== Segment start ==

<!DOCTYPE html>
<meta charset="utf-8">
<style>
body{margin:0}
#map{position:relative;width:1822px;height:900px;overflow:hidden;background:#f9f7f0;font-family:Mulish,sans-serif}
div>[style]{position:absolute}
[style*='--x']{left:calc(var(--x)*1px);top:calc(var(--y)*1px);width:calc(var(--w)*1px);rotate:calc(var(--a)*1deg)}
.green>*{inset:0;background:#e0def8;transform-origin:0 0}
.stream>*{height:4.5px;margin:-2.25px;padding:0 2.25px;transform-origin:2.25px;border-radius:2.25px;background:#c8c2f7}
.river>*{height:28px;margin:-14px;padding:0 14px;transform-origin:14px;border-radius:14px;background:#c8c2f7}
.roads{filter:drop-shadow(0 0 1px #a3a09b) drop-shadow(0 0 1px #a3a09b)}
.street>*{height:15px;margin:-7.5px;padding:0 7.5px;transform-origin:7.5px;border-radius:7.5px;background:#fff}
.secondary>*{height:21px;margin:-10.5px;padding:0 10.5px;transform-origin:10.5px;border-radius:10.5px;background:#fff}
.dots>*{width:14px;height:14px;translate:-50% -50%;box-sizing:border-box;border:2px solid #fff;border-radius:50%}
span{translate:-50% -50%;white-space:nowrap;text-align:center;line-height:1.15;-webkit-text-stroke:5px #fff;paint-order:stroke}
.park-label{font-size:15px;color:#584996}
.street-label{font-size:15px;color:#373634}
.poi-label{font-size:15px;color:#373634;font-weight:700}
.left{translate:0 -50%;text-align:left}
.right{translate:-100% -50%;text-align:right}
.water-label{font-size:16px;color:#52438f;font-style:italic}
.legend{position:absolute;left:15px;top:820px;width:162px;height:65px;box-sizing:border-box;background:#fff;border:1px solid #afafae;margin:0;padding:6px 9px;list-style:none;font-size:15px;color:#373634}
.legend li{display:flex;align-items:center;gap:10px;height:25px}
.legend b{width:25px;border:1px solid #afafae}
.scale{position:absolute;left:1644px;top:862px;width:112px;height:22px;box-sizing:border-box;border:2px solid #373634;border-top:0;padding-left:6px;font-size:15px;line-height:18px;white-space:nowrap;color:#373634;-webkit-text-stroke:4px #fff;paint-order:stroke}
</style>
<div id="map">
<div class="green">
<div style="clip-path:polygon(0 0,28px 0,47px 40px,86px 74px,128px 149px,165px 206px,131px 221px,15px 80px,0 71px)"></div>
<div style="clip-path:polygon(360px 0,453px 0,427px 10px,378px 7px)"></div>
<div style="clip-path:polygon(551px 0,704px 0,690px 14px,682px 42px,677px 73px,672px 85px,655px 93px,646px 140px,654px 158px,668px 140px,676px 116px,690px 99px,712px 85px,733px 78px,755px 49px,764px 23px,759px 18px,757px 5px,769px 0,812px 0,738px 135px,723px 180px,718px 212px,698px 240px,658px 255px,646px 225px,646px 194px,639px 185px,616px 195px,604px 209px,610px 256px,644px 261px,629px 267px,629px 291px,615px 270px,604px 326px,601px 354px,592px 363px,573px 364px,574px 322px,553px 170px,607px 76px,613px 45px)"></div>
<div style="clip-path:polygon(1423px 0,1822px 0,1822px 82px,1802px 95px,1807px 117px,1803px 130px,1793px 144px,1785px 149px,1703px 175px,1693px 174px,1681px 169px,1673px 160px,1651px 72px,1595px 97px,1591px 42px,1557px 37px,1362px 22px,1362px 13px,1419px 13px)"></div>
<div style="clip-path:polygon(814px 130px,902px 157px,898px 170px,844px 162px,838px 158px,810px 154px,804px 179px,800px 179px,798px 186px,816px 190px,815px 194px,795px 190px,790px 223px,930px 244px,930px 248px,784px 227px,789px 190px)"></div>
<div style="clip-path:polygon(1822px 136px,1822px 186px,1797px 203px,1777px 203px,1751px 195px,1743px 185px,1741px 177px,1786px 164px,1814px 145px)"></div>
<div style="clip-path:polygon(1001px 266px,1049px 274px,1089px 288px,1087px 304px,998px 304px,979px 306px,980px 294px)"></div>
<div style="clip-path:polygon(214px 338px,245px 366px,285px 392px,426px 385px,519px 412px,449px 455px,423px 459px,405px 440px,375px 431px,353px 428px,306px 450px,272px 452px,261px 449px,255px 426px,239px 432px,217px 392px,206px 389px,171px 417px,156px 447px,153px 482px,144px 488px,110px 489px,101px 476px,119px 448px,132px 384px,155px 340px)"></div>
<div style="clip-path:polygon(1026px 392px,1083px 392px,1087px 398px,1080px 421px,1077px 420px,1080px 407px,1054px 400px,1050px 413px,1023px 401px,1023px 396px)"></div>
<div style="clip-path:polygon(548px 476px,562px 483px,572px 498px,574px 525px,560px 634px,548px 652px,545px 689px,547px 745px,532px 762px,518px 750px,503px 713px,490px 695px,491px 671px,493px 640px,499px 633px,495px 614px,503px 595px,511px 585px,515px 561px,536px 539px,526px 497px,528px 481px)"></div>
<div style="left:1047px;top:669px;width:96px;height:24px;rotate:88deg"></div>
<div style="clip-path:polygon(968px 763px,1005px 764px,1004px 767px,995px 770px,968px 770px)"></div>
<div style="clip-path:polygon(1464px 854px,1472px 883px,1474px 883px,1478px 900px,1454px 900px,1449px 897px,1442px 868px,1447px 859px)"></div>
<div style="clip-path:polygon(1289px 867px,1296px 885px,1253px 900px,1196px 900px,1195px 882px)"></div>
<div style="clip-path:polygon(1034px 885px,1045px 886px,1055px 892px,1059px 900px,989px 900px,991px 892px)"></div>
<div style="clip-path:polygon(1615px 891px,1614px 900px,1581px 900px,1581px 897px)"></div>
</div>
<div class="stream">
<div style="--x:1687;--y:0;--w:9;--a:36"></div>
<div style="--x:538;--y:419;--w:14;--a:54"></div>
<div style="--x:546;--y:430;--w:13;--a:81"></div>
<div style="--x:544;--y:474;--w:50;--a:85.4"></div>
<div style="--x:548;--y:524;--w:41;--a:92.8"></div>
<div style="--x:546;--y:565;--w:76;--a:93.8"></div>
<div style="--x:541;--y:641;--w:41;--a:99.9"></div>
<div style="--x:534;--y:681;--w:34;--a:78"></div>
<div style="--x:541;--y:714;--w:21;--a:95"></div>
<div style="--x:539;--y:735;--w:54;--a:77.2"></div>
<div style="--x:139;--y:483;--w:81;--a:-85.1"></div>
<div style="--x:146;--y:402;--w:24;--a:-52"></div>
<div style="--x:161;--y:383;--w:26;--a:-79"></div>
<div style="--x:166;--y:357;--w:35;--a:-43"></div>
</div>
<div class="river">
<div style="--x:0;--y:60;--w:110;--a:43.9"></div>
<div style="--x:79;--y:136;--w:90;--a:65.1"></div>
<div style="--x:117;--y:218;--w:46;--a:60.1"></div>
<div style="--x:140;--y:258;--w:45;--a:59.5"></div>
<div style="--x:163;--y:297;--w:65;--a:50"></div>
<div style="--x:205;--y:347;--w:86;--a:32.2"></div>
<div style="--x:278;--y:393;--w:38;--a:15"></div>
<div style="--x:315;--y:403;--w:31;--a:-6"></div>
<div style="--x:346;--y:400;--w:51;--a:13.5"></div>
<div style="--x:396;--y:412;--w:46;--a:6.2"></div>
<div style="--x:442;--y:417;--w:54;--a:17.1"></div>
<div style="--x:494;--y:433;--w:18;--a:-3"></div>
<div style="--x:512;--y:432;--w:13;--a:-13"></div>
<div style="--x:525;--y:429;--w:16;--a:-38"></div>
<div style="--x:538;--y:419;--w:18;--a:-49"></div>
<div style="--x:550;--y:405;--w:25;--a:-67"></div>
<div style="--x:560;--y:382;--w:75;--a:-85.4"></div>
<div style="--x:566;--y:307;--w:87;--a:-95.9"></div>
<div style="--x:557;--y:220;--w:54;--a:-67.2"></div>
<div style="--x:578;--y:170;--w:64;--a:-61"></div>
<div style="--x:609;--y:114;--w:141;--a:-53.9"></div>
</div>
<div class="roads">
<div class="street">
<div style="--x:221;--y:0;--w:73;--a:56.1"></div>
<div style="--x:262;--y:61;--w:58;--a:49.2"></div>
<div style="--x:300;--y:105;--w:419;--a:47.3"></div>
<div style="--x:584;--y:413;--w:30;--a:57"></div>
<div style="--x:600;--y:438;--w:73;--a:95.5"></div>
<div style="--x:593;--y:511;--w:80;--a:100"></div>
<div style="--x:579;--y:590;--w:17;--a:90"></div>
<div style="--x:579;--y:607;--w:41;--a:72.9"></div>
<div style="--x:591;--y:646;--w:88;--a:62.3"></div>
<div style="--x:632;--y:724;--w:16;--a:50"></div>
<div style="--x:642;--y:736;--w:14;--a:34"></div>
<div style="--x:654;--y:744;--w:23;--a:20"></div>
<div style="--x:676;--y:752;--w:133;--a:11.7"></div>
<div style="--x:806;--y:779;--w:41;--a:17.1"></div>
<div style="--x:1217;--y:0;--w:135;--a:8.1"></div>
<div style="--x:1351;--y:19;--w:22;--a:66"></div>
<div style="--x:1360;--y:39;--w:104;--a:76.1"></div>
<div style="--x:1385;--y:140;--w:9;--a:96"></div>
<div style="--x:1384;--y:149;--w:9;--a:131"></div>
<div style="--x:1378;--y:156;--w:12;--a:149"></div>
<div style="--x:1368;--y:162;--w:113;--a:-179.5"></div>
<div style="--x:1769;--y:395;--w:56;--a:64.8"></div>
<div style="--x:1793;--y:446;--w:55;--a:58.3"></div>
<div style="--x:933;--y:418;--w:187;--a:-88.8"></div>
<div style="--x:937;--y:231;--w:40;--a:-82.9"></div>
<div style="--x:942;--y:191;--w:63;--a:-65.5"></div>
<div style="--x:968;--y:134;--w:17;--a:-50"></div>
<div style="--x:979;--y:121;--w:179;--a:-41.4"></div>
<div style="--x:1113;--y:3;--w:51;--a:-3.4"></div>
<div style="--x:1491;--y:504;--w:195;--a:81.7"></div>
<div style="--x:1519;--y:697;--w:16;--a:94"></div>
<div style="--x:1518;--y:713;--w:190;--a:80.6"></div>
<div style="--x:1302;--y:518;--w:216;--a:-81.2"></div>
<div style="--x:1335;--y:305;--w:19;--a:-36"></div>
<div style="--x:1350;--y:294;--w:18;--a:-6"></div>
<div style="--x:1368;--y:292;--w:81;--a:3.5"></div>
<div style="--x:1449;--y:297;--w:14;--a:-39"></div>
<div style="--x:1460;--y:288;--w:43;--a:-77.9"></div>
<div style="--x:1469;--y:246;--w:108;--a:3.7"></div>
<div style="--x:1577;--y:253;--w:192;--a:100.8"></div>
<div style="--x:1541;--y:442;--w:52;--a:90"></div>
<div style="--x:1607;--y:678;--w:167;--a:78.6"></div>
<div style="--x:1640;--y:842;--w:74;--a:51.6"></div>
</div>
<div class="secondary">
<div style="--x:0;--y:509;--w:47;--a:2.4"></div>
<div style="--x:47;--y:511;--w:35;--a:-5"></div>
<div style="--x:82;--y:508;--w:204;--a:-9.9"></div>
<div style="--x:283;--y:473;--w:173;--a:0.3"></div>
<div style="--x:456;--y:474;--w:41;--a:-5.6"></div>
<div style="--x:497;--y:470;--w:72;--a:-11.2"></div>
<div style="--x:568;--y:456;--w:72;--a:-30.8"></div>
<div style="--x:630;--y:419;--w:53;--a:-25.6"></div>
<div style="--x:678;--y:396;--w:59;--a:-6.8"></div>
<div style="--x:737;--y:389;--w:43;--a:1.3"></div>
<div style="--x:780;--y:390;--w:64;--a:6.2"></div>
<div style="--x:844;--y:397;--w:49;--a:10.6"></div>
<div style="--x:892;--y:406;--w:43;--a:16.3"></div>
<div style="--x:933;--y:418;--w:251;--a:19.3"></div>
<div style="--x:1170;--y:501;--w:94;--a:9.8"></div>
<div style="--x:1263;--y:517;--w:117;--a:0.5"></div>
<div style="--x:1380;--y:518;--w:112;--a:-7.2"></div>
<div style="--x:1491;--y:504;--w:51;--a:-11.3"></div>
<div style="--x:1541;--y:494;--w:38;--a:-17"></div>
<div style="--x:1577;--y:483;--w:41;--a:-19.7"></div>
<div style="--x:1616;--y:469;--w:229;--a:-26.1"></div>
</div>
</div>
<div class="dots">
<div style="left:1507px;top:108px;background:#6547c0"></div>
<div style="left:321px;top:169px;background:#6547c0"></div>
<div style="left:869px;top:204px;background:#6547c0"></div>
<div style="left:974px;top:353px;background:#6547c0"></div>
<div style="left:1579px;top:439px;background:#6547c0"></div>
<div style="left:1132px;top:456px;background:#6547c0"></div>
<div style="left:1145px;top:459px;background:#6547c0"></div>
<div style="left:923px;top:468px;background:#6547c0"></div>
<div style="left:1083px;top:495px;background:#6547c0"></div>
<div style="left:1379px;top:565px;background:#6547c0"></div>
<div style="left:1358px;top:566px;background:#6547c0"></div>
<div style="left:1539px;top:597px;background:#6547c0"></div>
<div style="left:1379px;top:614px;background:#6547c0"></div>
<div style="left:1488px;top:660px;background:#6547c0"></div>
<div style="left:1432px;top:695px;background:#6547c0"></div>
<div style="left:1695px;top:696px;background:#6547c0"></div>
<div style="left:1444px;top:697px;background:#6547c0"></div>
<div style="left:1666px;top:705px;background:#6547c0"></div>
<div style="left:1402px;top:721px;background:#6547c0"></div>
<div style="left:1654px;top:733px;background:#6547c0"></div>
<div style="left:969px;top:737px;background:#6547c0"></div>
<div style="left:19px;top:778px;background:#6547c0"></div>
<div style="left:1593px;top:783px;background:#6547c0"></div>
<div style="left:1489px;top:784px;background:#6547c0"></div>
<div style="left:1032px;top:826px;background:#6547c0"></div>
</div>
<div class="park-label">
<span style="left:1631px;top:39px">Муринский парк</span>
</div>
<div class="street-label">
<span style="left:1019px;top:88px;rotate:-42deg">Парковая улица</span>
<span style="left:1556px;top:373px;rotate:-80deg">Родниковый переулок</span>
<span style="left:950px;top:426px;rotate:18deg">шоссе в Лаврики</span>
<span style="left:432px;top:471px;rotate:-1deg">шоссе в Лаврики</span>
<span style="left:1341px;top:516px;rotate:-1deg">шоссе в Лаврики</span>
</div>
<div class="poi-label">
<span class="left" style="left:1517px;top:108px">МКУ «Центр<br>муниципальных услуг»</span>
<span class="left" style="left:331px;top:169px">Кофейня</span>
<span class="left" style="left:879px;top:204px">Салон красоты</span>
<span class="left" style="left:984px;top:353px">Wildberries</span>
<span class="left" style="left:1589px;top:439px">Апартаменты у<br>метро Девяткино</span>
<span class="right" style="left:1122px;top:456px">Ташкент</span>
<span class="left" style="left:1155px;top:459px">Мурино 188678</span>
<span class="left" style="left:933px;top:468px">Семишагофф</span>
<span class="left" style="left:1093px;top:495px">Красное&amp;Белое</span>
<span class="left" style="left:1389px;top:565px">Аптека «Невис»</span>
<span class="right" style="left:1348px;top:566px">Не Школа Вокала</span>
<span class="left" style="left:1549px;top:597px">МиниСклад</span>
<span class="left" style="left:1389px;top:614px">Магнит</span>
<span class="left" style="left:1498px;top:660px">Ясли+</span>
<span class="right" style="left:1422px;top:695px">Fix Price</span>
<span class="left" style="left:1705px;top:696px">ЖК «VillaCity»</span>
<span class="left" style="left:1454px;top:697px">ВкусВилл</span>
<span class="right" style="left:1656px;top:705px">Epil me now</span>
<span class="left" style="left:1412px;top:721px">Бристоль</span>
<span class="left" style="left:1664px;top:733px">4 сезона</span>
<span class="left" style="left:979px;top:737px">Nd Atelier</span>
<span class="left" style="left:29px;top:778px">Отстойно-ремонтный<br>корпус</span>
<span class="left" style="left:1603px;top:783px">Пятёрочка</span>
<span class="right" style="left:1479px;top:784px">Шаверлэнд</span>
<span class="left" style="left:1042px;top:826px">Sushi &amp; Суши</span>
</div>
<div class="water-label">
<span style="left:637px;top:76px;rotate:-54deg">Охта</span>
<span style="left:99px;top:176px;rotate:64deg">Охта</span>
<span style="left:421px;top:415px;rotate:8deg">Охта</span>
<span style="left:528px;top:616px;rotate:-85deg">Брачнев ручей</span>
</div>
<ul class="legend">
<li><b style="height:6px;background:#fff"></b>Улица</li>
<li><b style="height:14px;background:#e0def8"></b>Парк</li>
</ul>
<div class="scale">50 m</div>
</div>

== Segment end ==

> _What the task asks_
Using the data above, return every line that contains the string "stream".

> _Answer box_
.stream>*{height:4.5px;margin:-2.25px;padding:0 2.25px;transform-origin:2.25px;border-radius:2.25px;background:#c8c2f7}
<div class="stream">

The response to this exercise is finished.